Italia-Svezia, il faccia a faccia Ventura-Tavecchio

Notte agitata. Il disastro della Nazionale brucerà a lungo: nella notte vertice tra Ventura e Tavecchio. Il Ct adesso chiede 700mila euro

Notte agitata. Il disastro della Nazionale brucerà a lungo. Dopo il pareggio a San Siro che ci ha tolto il sogno del mondiale di Russia 2018, è il momento di fare i conti. Non solo quelli sportivi ma anche quelli in tasca a Ventura.

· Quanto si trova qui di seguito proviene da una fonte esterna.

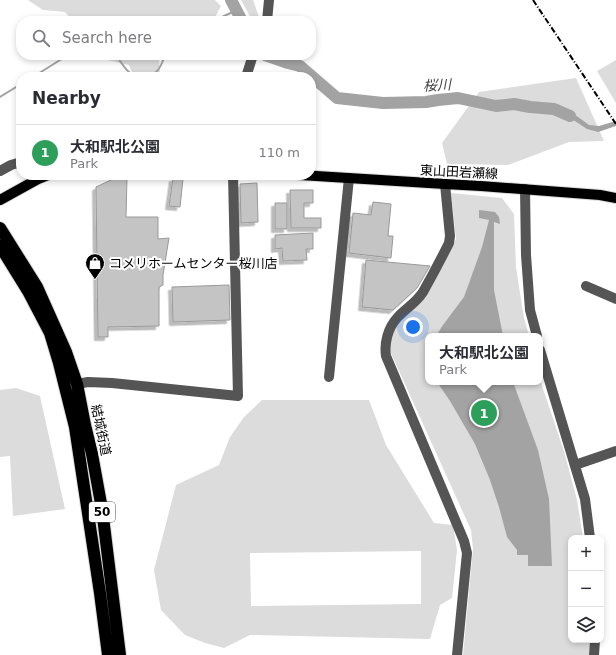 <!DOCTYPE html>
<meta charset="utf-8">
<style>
body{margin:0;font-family:"DejaVu Sans","Noto Sans JP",sans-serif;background:#f7f7f7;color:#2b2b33}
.controls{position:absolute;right:12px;bottom:12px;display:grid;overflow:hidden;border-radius:8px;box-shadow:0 2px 6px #0003}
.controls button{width:36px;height:36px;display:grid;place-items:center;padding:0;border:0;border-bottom:1px solid #e1e1e2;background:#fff;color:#2b2b33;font:20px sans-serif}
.you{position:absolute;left:413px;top:327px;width:14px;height:14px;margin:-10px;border:3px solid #fff;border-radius:50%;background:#1a73e8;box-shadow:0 0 0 6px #1a73e833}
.badge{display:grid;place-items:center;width:26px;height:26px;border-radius:50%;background:#db2777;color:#fff;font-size:13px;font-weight:700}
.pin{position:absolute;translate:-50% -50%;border:2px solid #fff;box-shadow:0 1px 4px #0006}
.popup{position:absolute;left:425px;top:333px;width:118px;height:52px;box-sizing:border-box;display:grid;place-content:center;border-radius:8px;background:#fff;filter:drop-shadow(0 1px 3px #0005);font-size:13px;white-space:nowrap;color:#7c7c81}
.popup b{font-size:15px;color:#2b2b33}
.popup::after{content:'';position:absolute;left:50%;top:100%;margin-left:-8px;border:8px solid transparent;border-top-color:#fff}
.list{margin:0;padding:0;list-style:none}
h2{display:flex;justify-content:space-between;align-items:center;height:52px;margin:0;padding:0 16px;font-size:17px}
h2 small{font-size:13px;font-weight:400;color:#7c7c81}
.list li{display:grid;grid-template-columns:26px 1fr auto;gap:12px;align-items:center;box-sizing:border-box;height:56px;padding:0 16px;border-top:1px solid #e1e1e2}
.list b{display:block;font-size:15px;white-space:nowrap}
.list p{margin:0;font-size:13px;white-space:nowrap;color:#7c7c81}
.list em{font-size:13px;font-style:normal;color:#7c7c81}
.icon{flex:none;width:22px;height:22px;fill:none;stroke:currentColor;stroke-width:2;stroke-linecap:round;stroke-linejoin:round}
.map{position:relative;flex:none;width:616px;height:655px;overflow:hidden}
.search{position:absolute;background:#fff;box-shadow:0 2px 6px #0003;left:16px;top:16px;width:300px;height:44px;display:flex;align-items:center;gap:10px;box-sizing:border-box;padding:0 14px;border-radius:16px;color:#7c7c81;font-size:15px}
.panel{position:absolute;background:#fff;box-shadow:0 2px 6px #0003;left:16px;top:72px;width:300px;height:108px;border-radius:16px}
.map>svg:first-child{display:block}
.green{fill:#dcdcdc;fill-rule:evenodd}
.water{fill:#a3a3a3}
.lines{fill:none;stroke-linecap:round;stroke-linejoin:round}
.stream{stroke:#a3a3a3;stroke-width:2}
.river{stroke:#a3a3a3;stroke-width:12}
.building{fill:#c4c4c4;stroke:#999;filter:url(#shadow)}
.major-casing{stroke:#dbdbdb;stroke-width:12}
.highway-casing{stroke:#dbdbdb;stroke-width:14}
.minor{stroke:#555;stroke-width:10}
.major{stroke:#000;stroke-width:10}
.highway{stroke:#000;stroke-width:12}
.rail{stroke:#000;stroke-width:2;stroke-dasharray:6 2 1 2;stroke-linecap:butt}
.labels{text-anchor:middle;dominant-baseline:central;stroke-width:4;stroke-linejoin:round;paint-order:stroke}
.shield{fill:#fff;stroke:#4c4c4c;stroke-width:1}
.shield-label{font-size:12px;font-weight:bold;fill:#000}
.street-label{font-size:13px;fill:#000;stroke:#fff}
.poi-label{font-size:13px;fill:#000;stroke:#fff;text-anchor:start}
.water-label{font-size:14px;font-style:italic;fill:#444;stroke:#fff}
</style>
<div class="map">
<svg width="616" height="655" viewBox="0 0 616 655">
<defs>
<filter id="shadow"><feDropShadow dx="-3.5" dy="3.5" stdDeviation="0" flood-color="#0004"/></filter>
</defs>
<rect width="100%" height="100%" fill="#fff"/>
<path class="green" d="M28 0H215L221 6 213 21H73L65 12 43 10Z
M241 0H253L260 20H252Z
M100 55H159L160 77H134L129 65 103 59Z
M616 60V103L597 71Z
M576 78 604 141 569 142 508 165 447 164 442 143 479 92Z
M451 193 502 198 514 214 516 268 524 318 529 336H428V382H540V380L564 451 577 500 583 538H571V640H590L589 655H463L473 549 471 530 390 351 391 335 398 322 448 254 456 239Z
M16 388 40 396 65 509 13 516 10 456 0 457V390Z
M262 400H369L386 445 434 523 453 525 457 550 452 598 440 605 430 639 250 635 224 648 205 643 185 635 161 610 154 570 176 485 219 465 230 437 244 417ZM421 551V604L251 606 250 553Z"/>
<path class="water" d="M555 107 574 114 589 125 599 126 616 121V126L598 132 587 129 572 119 554 112Z
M479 210 495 212 499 217 500 224 494 222V290L503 336H436L443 325 464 297 482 247 489 220 479 218Z
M437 382H513L538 450 549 499 552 566H528V555H517V550L507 537 499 507 490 480 475 444 450 401Z"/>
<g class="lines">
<path class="stream" d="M192 21 199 19 222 17 237 10
M116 55C120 61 124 68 130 73 136 78 150 78 156 72 161 68 163 60 165 55
M33 77 68 55
M0 97 21 84"/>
<path class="river" d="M231 0 242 21
M265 55 288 63 300 66 337 98 383 103 426 102 438 100 458 98 496 106 514 104 530 107 554 109 570 116"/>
</g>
<path class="building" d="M127 177 126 217H158V239L169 238 163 275V285L159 287V326L108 327V337H98L96 187 113 179Z
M173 178 183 179 180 207 169 206Z
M257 183 258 222 241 223 240 184Z
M290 190H313V203H304V218H321V228H291Z
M373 202 391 204 388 236H393L391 258 349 253 353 213 371 215Z
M275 203H287V229H275Z
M313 233V249H306L307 260 283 261 282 248 275 249V235Z
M366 260 430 266 417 288 393 310 362 307Z
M229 285 230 320 173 322 172 287Z"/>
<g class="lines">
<defs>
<path id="major" d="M300 175 445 184 481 186 600 195 616 198
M0 200 38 179 48 175"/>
<path id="highway" d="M0 228 37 287 66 352 77 384 85 425 92 454 102 509 120 655
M0 246 28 291 50 333 59 363 75 427 100 593 108 655"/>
</defs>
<use href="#major" class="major-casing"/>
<use href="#highway" class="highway-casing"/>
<path class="minor" d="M267 21 269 0
M246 77 253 55
M0 171 11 165 21 162
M445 184 450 236 449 243C441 259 432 276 423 292 416 303 405 309 397 318 388 328 384 343 386 356L464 541 467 553 457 655
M525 189 526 255 530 310 537 336
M586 286 616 299
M540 350 585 499 590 538
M329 377 349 178
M77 384 88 382 112 383 238 396 233 175
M575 465 616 451
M594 655 595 640"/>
<use href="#major" class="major"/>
<use href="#highway" class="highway"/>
<path class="rail" d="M533 0 616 124"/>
</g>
<defs>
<symbol id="shop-pin" viewBox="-11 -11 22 30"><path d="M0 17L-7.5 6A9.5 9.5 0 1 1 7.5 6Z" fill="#000" stroke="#fff"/><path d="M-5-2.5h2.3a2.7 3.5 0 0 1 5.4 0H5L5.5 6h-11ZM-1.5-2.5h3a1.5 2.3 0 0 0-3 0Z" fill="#fff"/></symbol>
</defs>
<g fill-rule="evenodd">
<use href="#shop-pin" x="84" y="252" width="22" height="30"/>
</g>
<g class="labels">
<rect class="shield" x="89" y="502" width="26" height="20" rx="3"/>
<g class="shield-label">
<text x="102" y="512">50</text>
</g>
<g class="street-label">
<text transform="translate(459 172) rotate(3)">東山田岩瀬線</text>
<text transform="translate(101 430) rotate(78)">結城街道</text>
</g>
<g class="poi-label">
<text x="109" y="263">コメリホームセンター桜川店</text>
</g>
<g class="water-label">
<text transform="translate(437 85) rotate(-3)">桜川</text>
</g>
</g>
</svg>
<div class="controls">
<button>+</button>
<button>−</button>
<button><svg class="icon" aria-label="layers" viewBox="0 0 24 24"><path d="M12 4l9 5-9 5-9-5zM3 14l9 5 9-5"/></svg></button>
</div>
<div class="you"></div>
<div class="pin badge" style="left:484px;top:413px;background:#2e9e5b">1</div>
<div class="popup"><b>大和駅北公園</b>Park</div>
<div class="search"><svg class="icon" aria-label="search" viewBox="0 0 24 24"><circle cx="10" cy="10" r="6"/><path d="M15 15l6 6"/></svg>Search here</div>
<section class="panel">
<h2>Nearby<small></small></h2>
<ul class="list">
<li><span class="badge" style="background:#2e9e5b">1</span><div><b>大和駅北公園</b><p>Park</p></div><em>110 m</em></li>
</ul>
</section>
</div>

Il Ct subito dopo il termine del match non si è presentato davanti alle telecamere di Rai Uno per le interviste e ha mandato Buffon in lacrime ad esprimere tutta la delusione per un passo falso del tutto inatteso. Poi Ventura ha deciso di parlare e di scusarsi con gli italiani per il risultato. Ma nel cuore della notte si è tenuto un vertice tra Tavecchio, i vertici della Federazione e il commissario tecnico. Il punto fermo è uno solo: Ventura vuole i 700mila euro che coprono il suo contratto fino a giugno 2018. Questa la posizione del Ct che ha immediatamente fatto presente allo stesso Tavecchio all'interno dello spogliatoio dopo il fischio finale, come riporta premiumsporthd.it.Durante il faccia a faccia notturno a quanto pare lo stesso presidente della Figc ha usato parole durissime contro Ventura facendo presente che la mancata di qualificazione ha arrecato un danno di immagine economico alla Nazionale e dunque ha invitato Ventura ad evitare la richiesta di 700mila euro. I due, dopo il faccia a faccia, non si sono più incrociati, nemmeno in aeroporto. Successivamente Ventura ai microfoni de le Iene, incalazato, ha promesso che presenterà le sue dimissioni. Un passo che in tanti attendono per poter cambiare pagina e dimenticare in fretta quanto accaduto ieri sera.

Commenti

salvatore randieri

Mar, 14/11/2017 - 17:24

Fuori dai mondiali. Non è un male. Io vedo il bicchiere mezzo pieno nel senso che ci possiamo godere il mondiale in santa pace, senza assistere a scempi delle strategie del calcio che la nostra nazionale ha esibito fino ad ora dall'inizio dell'avventura. Quindi, non subendo né stress né patemi d'animo che ci provoca il "sudore" di questi poveri ricconi in mutande e calzettoni, possiamo gustarci il bel gioco di chi lo sa fare veramente senza tenere da conto né chi vince né chi perde. Finalmente liberi dall'angoscia e dalla stress. Lippi...Lippi dove sei?